I fully get it that you don’t WANT divorce, I fully get it that you WANT reconciliation. That’s why my advice is totally based on possibly creating the conditions that might lead to reconciliation… or divorce. It’s not really about what you WANT. It’s all about what you can get. It’s also a lot about what you do not want. What you do not want is to remain in infidelity. Only two ways to get that goal; divorce or reconcile. Only one way to reconcile and that’s if both commit to it and the affair is over. If that’s not on the table, then the only way out of infidelity is D.
Get it? The destination is NOT R or D – the destination is out of infidelity.
OK – The first major change I would make is to remove all drama. That includes NO LETTER. Tell her this face to face. Not sitting on the couch holding hands or with a somber tearful face. I’m not writing word-for-word what you should tell her. Use your own letter and the suggestions below to find your own words:
Tell her you realize that losing her is better than sharing her and while the affair is ongoing you are sharing her. You refuse to share.
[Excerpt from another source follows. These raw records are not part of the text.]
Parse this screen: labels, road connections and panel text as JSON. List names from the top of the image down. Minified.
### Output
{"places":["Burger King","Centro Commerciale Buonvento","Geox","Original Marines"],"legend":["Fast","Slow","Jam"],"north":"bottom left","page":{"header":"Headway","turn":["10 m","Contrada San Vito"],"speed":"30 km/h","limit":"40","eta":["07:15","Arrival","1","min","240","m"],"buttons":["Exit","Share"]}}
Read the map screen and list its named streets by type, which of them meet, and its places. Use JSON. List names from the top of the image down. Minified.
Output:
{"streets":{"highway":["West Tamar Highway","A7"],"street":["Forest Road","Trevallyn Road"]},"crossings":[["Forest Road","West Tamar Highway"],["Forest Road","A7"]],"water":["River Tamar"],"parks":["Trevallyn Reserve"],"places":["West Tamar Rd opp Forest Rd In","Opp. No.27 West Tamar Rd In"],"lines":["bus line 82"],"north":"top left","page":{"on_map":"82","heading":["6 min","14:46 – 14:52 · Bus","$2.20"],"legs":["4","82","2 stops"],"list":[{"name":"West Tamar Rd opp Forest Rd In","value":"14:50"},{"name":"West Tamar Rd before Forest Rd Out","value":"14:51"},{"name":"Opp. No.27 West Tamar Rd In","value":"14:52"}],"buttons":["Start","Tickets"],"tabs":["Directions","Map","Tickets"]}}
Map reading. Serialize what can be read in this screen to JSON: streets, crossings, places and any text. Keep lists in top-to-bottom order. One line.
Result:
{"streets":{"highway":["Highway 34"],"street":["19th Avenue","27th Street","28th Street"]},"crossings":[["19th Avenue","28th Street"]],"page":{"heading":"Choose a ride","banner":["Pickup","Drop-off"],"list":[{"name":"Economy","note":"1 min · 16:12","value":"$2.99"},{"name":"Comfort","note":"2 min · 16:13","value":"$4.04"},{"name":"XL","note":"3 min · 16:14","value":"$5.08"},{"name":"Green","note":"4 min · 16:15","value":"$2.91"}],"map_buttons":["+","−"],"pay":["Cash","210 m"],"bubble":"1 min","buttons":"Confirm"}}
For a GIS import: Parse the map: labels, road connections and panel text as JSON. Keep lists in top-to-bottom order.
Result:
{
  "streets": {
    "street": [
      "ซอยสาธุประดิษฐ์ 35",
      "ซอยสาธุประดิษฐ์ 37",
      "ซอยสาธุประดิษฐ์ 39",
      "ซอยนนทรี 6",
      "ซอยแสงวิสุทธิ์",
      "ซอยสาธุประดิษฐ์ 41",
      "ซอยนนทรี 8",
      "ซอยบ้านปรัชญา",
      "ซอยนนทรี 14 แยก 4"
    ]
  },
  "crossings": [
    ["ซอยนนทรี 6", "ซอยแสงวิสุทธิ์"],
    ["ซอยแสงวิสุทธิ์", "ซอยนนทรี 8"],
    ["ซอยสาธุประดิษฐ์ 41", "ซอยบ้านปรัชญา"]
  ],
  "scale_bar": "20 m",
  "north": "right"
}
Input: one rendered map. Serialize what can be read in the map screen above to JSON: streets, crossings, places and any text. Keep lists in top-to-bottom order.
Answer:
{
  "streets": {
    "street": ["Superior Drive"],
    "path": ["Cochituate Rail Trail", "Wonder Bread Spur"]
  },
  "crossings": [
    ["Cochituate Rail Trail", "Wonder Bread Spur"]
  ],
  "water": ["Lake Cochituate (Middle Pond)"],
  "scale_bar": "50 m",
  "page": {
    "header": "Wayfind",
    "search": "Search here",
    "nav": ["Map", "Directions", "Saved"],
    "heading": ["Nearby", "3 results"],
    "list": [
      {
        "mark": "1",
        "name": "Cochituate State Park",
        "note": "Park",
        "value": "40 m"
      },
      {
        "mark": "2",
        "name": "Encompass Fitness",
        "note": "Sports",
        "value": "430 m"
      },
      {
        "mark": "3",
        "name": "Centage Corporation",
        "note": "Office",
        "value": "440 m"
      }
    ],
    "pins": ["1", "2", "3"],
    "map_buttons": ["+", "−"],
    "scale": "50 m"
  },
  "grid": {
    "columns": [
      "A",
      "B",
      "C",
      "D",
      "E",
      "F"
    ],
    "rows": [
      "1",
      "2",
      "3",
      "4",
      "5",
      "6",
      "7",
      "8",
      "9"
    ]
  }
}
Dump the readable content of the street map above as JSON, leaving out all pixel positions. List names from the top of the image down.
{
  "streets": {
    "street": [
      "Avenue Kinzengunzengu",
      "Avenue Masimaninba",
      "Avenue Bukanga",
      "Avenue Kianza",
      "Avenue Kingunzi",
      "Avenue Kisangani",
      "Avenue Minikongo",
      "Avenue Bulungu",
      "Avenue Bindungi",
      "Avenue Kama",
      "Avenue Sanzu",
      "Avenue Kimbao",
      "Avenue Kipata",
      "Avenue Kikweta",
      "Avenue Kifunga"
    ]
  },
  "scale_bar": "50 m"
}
She is totally free to be with OM, pine for OM and date OM. But not as your wife. Until and unless she verbally and very clearly tells you that she wants the marriage and follows that through with accountable actions you are simply assuming the affair is ongoing and she has chosen to not be your wife. [It’s very important IMHO that she clearly states she wants to work on the marriage. A shrug, mumbling or a reluctant commitment doesn’t count. You are not forcing her – she is making a choice.]
You are moving on out of infidelity. That includes steps to terminate the marriage but it’s a process that takes time. But for now, you don’t hold her to any marital obligations, nor do you have any marital obligations to her. You tell her that you are too emotionally attached to the marriage to deal with the divorce directly, but will ask an attorney to ensure it’s done fairly. Tell her that for now no major financial commitment or decision about joint future activities should be made.
And then go make a sandwich. Or watch GOT. Or wax the car.
There really isn’t more to discuss.
The MAJOR difference in my approach and what you suggest is that you are not asking her for anything or enabling her to put a roadblock in your path. For example: you aren’t asking her for a divorce. You are TELLING her that she can remain in infidelity but YOU are leaving. She can decide to follow, but even if she does YOU are still leaving infidelity. YOU set the pace, YOU set the destination.
It’s no drama, matter of fact…
OK – so the accountable actions…
First, you need the truth. I personally don’t believe the only EA story. You don’t ask a married man to leave his family for a high-school fling. You both need to realize that the ONLY thing your marriage can’t recover from is what you don’t know. YOU need to feel safe. YOU need the truth.
Then you need accountability. Accountable for her time, who she meets, interactions with OM.
I personally think you need total NC. Yes… she needs to quit her job…
Once again think about how YOU will feel come December during the office Christmas Party. Or when she says she’s doing overtime. Or when she’s half an hour late home…
One thing you NEED to do. This basically isn’t optional… Is tell OMW. Tell her the truth as you know it: Your wife approached her husband and asked him to leave OMW for a relationship with her. You have reason to strongly suspect an affair. Since you don’t have a confession or proof then don’t say they are having an affair, but only what you know. Tell her that for YOU this indicates more but she should ask her husband what’s going on.
Nothing kills emotions faster than rejection…
Don’t tell your wife you are talking to OMW. Don’t warn her. Just do it.
Finally – Once you have that conversation with your wife she’s going to come out swinging:
“I had the affair because you weren’t attentive”
“I had the affair because you got fat”
“I had the affair because you blah blah blah”
No matter what she says your stock answer should be:
“I am sorry you feel that way. If we were working on our marriage, then this is something we could address in MC. But since you are committed to the affair there really isn’t any need to deal with this”
Same if she starts arguing over divorce issues:
“I am too emotionally attached to this marriage. Therefore, my attorney will deal with all these issues. Please don’t talk about details with me”.
Avoid arguments and confrontation. Your compass is set, your direction clear. You are getting out of infidelity and her only two options are to tag along willingly or remain behind.